A test made by crushing a block of stone in a testing machine is apparently a very simple and conclusive test, but in reality the results are apt to be inconclusive and even deceptive. This is due to the following reasons, among others:
(a) The crushing strength of a cube per square inch is far less than that of a slab having considerably greater length and width than height.
(b) The result of a test depends very largely on the preparation of the specimen. If sawed, the strength will be greater than if cut by chipping. If the upper and lower faces are not truly parallel, so that there is a concentration of pressure on one corner, the apparent result will be less.
(c) The result depends on the imbedment. Specimens which are rubbed and ground with machines that will insure truly parallel and plane surfaces, will give higher results than when wood, lead, leather, or plaster-of-paris cushions are employed.
(d) The strength of masonry depends largely on the crushing strength of the mortar used and the thickness of the joints. Other things being equal, an increase in the crushing strength of the stone (or brick) which is used does not add proportionately to the strength of the masonry as a whole; and if the mortar joints are very thick, it adds little or nothing. Since the strength of the masonry is the only real criterion, the strength of a cube of the stone is of comparatively little importance.

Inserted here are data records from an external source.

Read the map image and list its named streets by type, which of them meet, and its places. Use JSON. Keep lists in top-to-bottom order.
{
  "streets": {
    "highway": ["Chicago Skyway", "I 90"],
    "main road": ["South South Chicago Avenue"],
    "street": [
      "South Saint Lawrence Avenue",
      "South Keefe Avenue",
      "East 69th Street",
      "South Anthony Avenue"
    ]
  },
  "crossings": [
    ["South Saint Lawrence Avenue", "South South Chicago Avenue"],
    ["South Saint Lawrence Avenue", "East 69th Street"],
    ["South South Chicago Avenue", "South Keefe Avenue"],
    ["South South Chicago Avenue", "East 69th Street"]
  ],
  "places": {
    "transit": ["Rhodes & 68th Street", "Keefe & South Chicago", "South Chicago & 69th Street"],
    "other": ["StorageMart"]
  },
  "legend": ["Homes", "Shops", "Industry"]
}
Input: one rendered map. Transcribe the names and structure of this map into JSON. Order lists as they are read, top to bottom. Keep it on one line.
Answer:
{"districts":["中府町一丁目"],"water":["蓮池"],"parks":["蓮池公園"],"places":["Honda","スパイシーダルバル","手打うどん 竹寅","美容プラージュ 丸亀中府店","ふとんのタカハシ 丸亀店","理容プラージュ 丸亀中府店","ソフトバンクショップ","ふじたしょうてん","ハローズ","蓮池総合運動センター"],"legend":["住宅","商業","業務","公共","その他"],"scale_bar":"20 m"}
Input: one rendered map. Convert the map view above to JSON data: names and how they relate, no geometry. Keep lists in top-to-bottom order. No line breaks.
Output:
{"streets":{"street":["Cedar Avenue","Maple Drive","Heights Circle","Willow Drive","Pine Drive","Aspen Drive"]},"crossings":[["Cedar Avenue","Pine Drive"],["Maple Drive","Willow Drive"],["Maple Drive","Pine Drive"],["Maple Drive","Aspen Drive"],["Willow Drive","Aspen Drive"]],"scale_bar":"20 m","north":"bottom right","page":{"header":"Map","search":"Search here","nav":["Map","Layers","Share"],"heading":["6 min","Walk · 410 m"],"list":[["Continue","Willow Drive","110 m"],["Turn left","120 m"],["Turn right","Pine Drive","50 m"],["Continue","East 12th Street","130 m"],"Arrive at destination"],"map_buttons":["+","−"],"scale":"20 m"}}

In short, tests of two-inch cubes (the size usually employed) are valuable chiefly in comparing the strength of two or more different kinds of stones, all of which are tested under precisely similar conditions. A comparison of such figures with the figures obtained by others will have but little value unless the precise conditions of the other tests are accurately known. Under any conditions, the results of the tests will bear but little relation to the actual strength of the masonry to be built.

Quarry Examinations

These are generally the surest tests, and should never be neglected if the choice of stone is a matter of great importance. Field stone and outcropping rock which have withstood the weather for indefinite periods of years, can usually be relied on as being durable against all deterioration except that due to acids in the atmosphere, to which they probably have not been subjected in the country as they might be in a city. On the other hand, however, large blocks of stone can seldom be obtained from field stones. If a quarry has been opened for several years, a comparison of the other surfaces with those just exposed may indicate the possible disintegrating or discoloring effects of the atmosphere. A stone which is dense and of uniform structure, and which will not disintegrate, may be relied on to withstand any physical stress to which masonry should be subjected.